Description of the task: The expected response is a copy of every line in the entries below that includes the word "center".

(Stored dataset items)
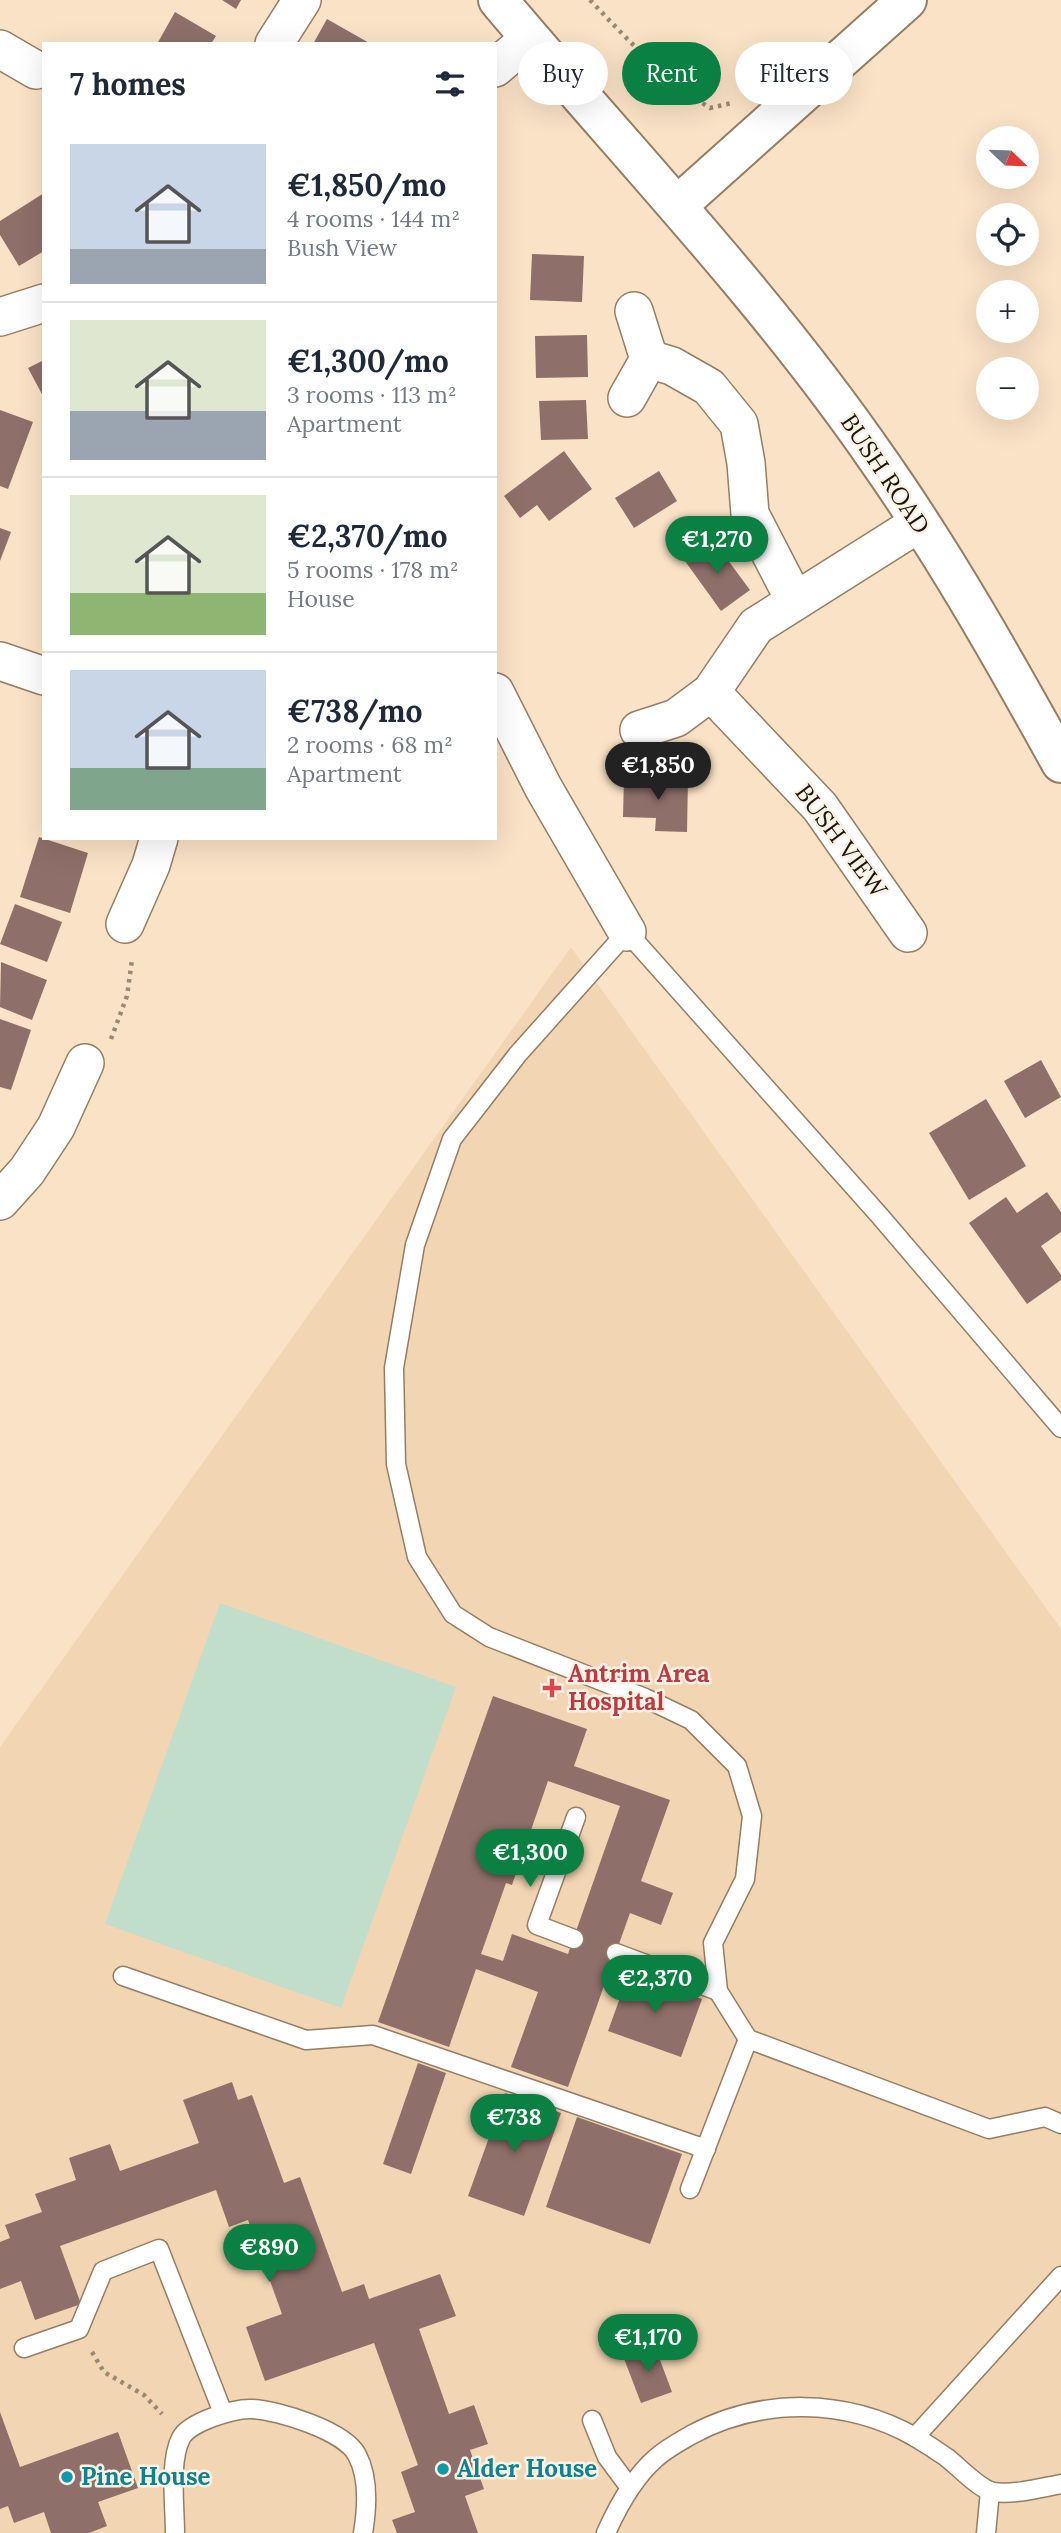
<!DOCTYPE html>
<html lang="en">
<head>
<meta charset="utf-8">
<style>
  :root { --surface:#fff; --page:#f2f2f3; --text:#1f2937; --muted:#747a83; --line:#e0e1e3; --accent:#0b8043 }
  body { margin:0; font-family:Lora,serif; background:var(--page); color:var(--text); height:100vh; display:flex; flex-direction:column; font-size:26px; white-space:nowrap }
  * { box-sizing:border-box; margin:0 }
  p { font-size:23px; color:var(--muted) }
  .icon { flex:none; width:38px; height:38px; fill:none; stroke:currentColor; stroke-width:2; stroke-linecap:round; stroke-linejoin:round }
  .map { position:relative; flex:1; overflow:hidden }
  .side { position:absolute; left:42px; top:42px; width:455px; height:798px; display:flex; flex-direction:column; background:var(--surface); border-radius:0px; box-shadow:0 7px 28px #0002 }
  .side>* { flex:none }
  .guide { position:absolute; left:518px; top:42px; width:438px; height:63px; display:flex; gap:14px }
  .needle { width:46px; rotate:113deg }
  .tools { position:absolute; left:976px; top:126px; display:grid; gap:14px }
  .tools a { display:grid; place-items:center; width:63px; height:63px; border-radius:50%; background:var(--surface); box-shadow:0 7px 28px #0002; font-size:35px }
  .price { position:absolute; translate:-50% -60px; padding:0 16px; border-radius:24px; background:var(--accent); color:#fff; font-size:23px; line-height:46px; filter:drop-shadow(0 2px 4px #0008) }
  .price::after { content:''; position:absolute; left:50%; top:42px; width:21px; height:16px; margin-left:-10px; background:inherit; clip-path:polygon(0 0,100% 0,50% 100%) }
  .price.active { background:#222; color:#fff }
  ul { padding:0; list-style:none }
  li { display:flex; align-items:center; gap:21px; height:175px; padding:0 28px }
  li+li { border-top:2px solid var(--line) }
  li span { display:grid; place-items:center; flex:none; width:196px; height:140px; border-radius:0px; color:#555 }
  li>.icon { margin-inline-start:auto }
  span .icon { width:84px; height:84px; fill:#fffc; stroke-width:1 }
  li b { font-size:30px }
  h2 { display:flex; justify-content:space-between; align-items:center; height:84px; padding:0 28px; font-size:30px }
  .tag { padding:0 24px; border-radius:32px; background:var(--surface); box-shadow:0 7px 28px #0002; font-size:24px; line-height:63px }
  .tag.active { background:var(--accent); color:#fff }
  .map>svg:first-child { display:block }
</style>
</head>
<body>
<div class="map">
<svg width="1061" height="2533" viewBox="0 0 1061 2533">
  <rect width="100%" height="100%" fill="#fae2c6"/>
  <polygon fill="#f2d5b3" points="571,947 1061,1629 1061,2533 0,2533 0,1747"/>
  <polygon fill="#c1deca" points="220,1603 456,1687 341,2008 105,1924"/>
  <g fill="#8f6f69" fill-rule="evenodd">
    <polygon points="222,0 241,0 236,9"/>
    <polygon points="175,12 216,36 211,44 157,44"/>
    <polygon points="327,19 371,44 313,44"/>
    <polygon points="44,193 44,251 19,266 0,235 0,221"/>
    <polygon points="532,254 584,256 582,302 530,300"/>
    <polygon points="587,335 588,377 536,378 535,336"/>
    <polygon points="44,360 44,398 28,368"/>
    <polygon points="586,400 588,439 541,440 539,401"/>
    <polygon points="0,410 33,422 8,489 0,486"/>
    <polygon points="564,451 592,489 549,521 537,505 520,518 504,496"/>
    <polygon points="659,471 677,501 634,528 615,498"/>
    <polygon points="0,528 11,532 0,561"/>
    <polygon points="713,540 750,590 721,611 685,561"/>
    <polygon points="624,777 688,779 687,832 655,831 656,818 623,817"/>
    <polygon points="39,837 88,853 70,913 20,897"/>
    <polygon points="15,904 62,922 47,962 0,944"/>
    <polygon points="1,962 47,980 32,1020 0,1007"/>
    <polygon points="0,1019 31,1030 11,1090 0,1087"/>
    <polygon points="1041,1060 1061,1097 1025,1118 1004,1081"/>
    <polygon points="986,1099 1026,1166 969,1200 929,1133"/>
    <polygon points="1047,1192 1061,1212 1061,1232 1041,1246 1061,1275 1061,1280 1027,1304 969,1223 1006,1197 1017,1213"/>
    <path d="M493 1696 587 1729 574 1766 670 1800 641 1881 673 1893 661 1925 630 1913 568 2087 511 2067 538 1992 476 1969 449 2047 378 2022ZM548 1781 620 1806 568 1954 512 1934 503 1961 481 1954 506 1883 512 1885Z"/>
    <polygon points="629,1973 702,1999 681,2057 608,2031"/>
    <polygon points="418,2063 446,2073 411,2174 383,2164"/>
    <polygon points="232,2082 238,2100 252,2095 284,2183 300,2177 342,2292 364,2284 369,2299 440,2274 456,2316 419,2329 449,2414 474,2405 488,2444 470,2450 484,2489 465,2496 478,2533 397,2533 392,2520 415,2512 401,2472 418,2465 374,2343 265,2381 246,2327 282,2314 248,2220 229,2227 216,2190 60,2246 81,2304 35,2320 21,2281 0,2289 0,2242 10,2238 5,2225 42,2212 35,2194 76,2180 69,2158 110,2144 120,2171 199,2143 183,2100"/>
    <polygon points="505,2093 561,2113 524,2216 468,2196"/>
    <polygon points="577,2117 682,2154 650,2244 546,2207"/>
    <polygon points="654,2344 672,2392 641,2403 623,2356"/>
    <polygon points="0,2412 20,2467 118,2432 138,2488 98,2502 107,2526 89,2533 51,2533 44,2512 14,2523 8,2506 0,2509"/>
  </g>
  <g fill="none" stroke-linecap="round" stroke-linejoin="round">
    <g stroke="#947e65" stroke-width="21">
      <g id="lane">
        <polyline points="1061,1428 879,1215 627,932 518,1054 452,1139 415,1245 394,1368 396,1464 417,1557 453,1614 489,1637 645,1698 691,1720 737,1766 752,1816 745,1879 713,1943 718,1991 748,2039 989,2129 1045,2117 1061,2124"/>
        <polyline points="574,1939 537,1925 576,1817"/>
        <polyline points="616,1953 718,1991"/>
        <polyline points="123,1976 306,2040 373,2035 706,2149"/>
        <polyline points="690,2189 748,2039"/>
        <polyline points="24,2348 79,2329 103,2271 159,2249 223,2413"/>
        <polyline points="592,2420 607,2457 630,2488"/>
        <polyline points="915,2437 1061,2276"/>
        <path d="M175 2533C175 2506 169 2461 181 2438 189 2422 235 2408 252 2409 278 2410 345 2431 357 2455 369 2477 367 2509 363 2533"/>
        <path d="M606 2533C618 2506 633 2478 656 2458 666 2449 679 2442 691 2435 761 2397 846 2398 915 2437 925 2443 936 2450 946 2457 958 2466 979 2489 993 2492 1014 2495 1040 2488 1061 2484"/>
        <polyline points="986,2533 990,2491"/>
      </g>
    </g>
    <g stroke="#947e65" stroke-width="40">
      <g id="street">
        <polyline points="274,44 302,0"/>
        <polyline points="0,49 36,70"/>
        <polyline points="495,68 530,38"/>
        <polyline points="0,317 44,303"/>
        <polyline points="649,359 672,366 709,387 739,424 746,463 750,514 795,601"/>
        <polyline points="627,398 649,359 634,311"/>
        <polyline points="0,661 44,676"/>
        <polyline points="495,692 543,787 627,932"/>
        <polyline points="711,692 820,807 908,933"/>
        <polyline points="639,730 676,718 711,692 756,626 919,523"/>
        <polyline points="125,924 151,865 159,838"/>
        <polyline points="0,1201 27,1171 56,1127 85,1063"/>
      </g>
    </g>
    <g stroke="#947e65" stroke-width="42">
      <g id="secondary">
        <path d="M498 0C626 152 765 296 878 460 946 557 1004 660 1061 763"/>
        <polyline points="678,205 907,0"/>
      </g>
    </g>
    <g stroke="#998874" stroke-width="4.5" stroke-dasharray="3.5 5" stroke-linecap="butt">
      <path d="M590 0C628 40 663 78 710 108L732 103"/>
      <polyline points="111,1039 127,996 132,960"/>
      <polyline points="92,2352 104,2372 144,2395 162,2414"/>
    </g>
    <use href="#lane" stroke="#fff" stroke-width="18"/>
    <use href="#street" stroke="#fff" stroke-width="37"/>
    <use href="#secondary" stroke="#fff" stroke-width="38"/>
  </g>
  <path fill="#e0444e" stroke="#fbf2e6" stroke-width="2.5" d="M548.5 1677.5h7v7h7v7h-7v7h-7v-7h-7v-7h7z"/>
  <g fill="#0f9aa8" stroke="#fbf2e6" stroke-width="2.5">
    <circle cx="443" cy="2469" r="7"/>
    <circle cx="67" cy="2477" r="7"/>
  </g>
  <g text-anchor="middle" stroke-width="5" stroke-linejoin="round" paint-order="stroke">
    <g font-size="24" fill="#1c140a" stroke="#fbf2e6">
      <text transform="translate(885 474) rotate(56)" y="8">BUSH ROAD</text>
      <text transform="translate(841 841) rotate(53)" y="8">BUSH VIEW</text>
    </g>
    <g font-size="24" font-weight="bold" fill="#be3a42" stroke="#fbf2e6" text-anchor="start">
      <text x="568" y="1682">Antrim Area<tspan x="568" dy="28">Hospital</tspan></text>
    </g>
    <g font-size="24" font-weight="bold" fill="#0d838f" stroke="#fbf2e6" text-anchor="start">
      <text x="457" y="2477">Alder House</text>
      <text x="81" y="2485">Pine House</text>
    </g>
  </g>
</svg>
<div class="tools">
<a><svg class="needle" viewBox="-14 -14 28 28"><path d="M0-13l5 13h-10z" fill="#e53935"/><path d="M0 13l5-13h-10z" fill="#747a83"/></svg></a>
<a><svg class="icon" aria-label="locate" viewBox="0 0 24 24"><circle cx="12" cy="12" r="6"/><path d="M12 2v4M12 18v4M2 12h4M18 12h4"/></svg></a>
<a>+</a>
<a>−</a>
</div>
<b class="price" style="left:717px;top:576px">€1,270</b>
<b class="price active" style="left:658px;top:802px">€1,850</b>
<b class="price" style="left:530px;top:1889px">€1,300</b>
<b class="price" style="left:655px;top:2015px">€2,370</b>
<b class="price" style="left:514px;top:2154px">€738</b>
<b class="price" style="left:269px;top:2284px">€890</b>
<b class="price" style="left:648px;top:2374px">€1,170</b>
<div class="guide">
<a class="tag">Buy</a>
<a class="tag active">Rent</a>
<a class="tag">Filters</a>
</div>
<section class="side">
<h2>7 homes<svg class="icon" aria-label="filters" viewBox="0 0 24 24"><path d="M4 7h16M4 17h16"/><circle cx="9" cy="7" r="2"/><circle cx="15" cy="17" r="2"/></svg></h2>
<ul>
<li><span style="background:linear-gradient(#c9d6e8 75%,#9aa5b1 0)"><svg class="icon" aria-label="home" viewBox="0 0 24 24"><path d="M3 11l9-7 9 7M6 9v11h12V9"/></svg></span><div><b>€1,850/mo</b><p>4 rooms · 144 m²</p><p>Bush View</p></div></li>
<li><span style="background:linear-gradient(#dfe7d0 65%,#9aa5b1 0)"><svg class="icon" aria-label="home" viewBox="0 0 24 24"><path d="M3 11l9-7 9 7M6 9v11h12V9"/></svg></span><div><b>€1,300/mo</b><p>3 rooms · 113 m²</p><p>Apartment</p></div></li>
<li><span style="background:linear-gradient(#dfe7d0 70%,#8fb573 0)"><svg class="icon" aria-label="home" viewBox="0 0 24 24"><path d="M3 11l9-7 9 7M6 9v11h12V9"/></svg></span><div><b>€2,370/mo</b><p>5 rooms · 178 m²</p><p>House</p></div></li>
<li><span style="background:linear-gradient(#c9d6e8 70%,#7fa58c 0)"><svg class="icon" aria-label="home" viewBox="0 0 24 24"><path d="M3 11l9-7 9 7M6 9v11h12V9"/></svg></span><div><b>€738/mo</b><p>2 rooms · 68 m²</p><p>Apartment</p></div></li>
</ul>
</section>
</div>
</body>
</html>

Problem solution:
  .tools a { display:grid; place-items:center; width:63px; height:63px; border-radius:50%; background:var(--surface); box-shadow:0 7px 28px #0002; font-size:35px }
  li { display:flex; align-items:center; gap:21px; height:175px; padding:0 28px }
  li span { display:grid; place-items:center; flex:none; width:196px; height:140px; border-radius:0px; color:#555 }
  h2 { display:flex; justify-content:space-between; align-items:center; height:84px; padding:0 28px; font-size:30px }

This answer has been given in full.